*** Record extracts Section Begins ***

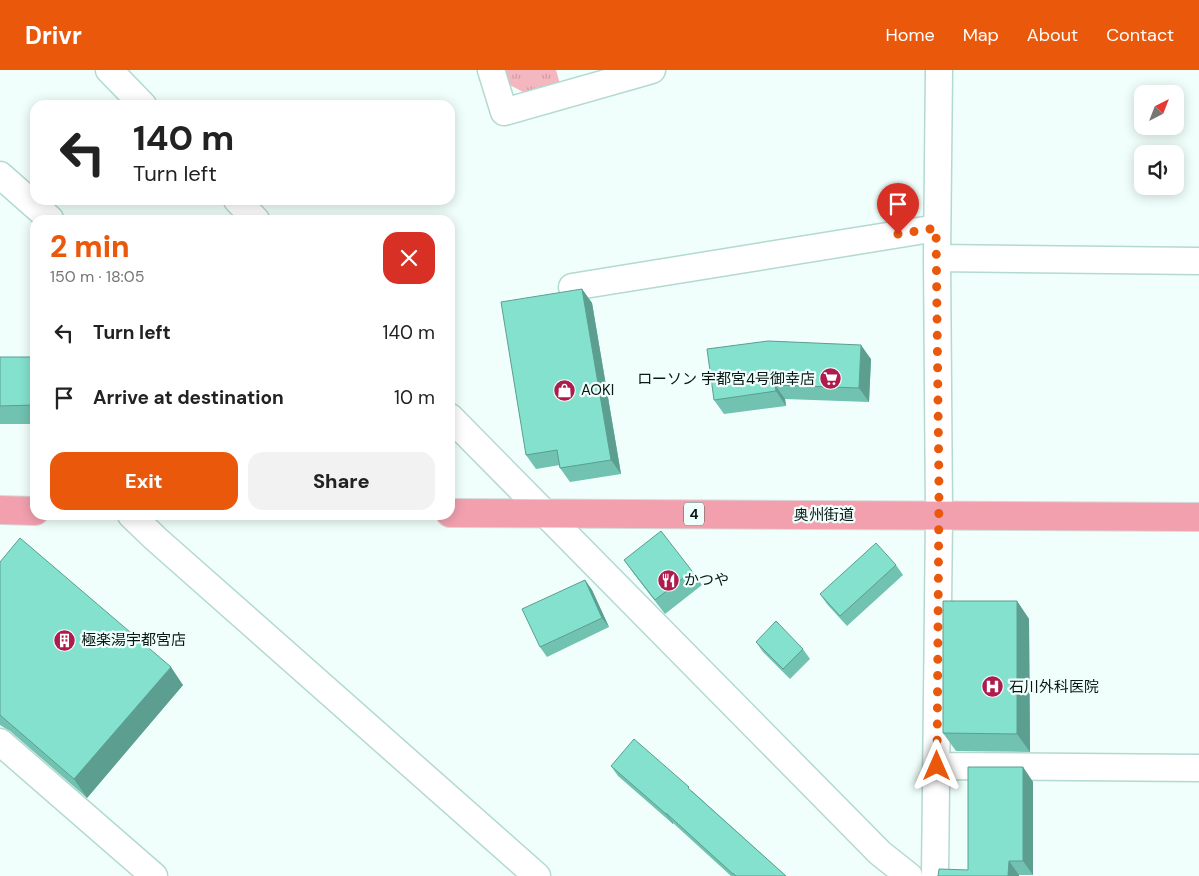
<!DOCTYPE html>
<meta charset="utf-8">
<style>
:root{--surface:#fff;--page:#f2f2f2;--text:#222;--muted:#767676;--accent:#ea580c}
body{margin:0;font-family:"DM Sans","Noto Sans JP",sans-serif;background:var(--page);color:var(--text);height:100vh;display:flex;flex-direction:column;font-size:19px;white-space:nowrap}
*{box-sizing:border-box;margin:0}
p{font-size:16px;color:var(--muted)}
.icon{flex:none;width:28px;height:28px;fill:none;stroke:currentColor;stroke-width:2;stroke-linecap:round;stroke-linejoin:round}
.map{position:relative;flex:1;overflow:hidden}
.sheet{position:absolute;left:30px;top:145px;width:425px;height:305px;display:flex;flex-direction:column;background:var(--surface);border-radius:15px;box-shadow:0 2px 12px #0003}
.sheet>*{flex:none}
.top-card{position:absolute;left:30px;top:30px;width:425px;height:105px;border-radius:15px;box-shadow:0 2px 12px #0003;background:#fff;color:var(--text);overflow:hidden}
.needle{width:32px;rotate:42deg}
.fabs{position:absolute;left:1134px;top:15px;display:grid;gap:10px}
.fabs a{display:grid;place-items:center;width:50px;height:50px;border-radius:10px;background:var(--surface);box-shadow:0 2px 12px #0003;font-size:25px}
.pin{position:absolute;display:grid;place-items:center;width:42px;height:42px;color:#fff;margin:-51px -21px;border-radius:50% 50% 50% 0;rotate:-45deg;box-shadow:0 0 5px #0007}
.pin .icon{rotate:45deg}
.me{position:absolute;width:55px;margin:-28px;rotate:0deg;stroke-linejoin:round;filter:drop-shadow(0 0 4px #0008)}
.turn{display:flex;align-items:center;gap:18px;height:105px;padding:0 20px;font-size:22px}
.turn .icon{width:65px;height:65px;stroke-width:2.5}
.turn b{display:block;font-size:35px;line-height:42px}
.round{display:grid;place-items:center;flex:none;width:52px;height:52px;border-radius:15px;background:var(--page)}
.headline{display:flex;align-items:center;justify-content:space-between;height:85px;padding:0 20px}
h1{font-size:30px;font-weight:800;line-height:38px;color:var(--accent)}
.button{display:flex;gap:10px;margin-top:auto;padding:10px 20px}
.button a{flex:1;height:58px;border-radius:15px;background:var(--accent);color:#fff;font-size:20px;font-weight:800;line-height:58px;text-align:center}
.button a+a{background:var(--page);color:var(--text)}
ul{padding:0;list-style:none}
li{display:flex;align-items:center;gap:15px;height:65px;padding:0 20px}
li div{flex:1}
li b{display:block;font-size:19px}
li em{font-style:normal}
header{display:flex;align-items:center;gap:30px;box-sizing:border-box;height:70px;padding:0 25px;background:var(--accent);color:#fff}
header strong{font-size:24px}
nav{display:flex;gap:28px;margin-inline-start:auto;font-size:18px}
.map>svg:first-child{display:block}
.park{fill:url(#park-tufts)}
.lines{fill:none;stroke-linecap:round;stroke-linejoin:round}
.minor-casing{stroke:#b3d9d0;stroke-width:29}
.highway-casing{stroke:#d8dada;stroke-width:30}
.minor{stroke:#fff;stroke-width:26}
.highway{stroke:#f2a0ae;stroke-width:28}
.wall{fill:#71c2b1}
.shaded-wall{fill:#5c9e90}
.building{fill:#83e1ce;stroke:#5c9e90}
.route{stroke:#ea580c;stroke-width:9;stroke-dasharray:0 16.2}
.labels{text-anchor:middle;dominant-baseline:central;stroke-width:4.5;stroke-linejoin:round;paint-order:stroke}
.shield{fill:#f0fffb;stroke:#4e5d5a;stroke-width:1}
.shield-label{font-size:14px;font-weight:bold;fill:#091815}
.poi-label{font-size:15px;fill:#091815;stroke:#f0fffb;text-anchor:start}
.street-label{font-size:15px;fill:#091815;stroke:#f0fffb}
</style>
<header>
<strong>Drivr</strong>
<nav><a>Home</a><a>Map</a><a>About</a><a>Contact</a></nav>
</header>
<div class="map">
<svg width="1199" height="806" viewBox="0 0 1199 806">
<defs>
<pattern id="park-tufts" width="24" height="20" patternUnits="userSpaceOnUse" patternTransform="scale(1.25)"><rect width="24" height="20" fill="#f4b6bf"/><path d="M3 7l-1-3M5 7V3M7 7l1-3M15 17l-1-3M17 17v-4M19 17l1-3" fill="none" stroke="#d09ca3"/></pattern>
</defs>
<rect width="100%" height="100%" fill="#f0fffb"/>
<path class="park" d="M503,0H556L560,14L525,23L508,14Z"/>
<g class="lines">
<defs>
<path id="minor" d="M109,0L143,35
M491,0L504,42L652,0
M0,105L50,149
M237,130L256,150
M937,188L1199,191
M572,217L937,158
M450,347L880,783L909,806
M131,445L156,469L537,806
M0,672L154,806
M937,696L1199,698
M935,806L939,446L937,188L939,0"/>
<path id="highway" d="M0,440L35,441
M450,443L1199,447"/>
</defs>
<use href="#minor" class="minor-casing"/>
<use href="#highway" class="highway-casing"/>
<use href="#minor" class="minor"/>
<use href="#highway" class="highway"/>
</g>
<path class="wall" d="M582,219L592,233L621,404L570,412L560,398V395L536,399L526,385Z
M0,287H35V354H0Z
M871,289L869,332L785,329L786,336L724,344L714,330Z
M624,490L692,501L702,515L665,544L634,504Z
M0,492L183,615L87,728L10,661L3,657L0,655Z
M896,495L903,505L847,556L827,534L820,524Z
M585,510L592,520L609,557L547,587L540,577Z
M1017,531L1029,549L1030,682L956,681L943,663Z
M756,572L803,579L810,589L790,609L763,582Z
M611,696L692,721L786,806H731L673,753V754L618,706Z
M1023,697L1033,712V805H1019V806H938L968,800Z"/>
<path class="shaded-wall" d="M582,219L592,233L621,404L611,390Z
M861,275L871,289L869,332L859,318Z
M775,315L785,329L786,336L776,321Z
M585,510L592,520L609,557L602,548Z
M1017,531L1029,549L1030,682L1017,664Z
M171,597L183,615L87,728L74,709Z
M1023,697L1033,712V805L1023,791Z
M666,743L673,753V754L666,744Z
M1009,791L1019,805V806H1008Z"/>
<path class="building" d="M582,219L611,390L560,398L557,380L526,385L501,232Z
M768,271L861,275L859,318L775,315L776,321L714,330L707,279Z
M0,287H35V335L0,336Z
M661,461L692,501L655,530L624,490Z
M20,468L171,597L74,709L0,645V492Z
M876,473L896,495L840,546L820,524Z
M585,510L602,548L540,577L522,539Z
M943,531H1017V664L943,663Z
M776,551L803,579L783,599L756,572Z
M634,669L689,717L688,718L786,806H736L733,803V804L666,743V744L611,696Z
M968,697H1023V791H1009L1008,806H938L939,799L968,800Z"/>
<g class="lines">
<path class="route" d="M898,164L936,158L939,420L937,696"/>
</g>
<defs>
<symbol id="supermarket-disc" viewBox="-11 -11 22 22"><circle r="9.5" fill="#ae1b4c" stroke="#f0fffb"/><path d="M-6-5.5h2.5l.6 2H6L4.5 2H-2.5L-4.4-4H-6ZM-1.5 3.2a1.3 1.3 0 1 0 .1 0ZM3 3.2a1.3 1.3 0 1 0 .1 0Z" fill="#fff"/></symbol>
<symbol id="shop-disc" viewBox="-11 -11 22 22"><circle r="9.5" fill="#ae1b4c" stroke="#f0fffb"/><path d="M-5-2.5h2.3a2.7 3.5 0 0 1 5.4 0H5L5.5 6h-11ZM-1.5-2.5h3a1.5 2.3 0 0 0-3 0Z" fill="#fff"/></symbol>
<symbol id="restaurant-disc" viewBox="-11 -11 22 22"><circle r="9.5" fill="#ae1b4c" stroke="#f0fffb"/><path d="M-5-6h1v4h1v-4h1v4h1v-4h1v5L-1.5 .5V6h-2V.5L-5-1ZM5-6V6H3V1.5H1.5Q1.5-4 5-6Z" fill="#fff"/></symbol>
<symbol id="building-disc" viewBox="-11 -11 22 22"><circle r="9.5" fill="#ae1b4c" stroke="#f0fffb"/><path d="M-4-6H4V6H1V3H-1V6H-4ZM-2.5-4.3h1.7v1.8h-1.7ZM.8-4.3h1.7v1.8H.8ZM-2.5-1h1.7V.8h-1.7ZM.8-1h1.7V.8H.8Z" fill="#fff"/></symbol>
<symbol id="hospital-disc" viewBox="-11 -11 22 22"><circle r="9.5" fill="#ae1b4c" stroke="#f0fffb"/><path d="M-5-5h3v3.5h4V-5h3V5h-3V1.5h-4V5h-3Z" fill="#fff"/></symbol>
</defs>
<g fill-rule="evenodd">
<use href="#supermarket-disc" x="818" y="296" width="25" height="25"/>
<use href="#shop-disc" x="552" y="308" width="25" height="25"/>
<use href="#restaurant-disc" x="656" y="498" width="25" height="25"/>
<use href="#building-disc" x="52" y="558" width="25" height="25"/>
<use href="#hospital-disc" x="980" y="604" width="25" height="25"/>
</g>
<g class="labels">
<rect class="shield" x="684" y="432.5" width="20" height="23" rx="4"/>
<g class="shield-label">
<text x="694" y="444">4</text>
</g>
<g class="poi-label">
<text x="815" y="309" text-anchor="end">ローソン 宇都宮4号御幸店</text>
<text x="581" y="320">AOKI</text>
<text x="684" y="510">かつや</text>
<text x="81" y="570">極楽湯宇都宮店</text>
<text x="1009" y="617">石川外科医院</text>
</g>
<g class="street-label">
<text x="824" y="445">奥州街道</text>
</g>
</g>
</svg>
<div class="fabs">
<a><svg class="needle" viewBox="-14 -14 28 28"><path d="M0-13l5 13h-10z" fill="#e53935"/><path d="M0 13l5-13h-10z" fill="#767676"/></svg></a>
<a><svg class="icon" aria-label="sound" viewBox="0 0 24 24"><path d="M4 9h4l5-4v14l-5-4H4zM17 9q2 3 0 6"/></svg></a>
</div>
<div class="pin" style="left:898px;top:164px;background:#d93025"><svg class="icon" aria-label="arrive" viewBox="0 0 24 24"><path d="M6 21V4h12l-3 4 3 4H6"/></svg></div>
<svg class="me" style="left:937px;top:696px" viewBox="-20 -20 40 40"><path d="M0-17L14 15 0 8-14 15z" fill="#ea580c" stroke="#fff" stroke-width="4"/></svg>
<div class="top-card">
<div class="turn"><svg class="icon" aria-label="left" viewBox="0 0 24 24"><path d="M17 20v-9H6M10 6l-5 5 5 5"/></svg><div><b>140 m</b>Turn left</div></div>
</div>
<section class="sheet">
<div class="headline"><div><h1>2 min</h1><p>150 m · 18:05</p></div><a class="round" style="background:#d93025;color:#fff"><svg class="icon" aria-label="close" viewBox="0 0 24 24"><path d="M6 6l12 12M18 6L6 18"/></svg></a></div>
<ul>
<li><svg class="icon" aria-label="left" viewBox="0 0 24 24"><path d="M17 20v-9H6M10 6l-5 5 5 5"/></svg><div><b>Turn left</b></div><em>140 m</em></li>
<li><svg class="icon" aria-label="arrive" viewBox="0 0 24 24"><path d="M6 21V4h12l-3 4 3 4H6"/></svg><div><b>Arrive at destination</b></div><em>10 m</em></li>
</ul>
<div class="button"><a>Exit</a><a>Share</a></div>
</section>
</div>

*** Record extracts Section Ends ***

§ **The problem**
Among the lines above, return those that hold the word "linecap".

§ **Task solution**
.icon{flex:none;width:28px;height:28px;fill:none;stroke:currentColor;stroke-width:2;stroke-linecap:round;stroke-linejoin:round}
.lines{fill:none;stroke-linecap:round;stroke-linejoin:round}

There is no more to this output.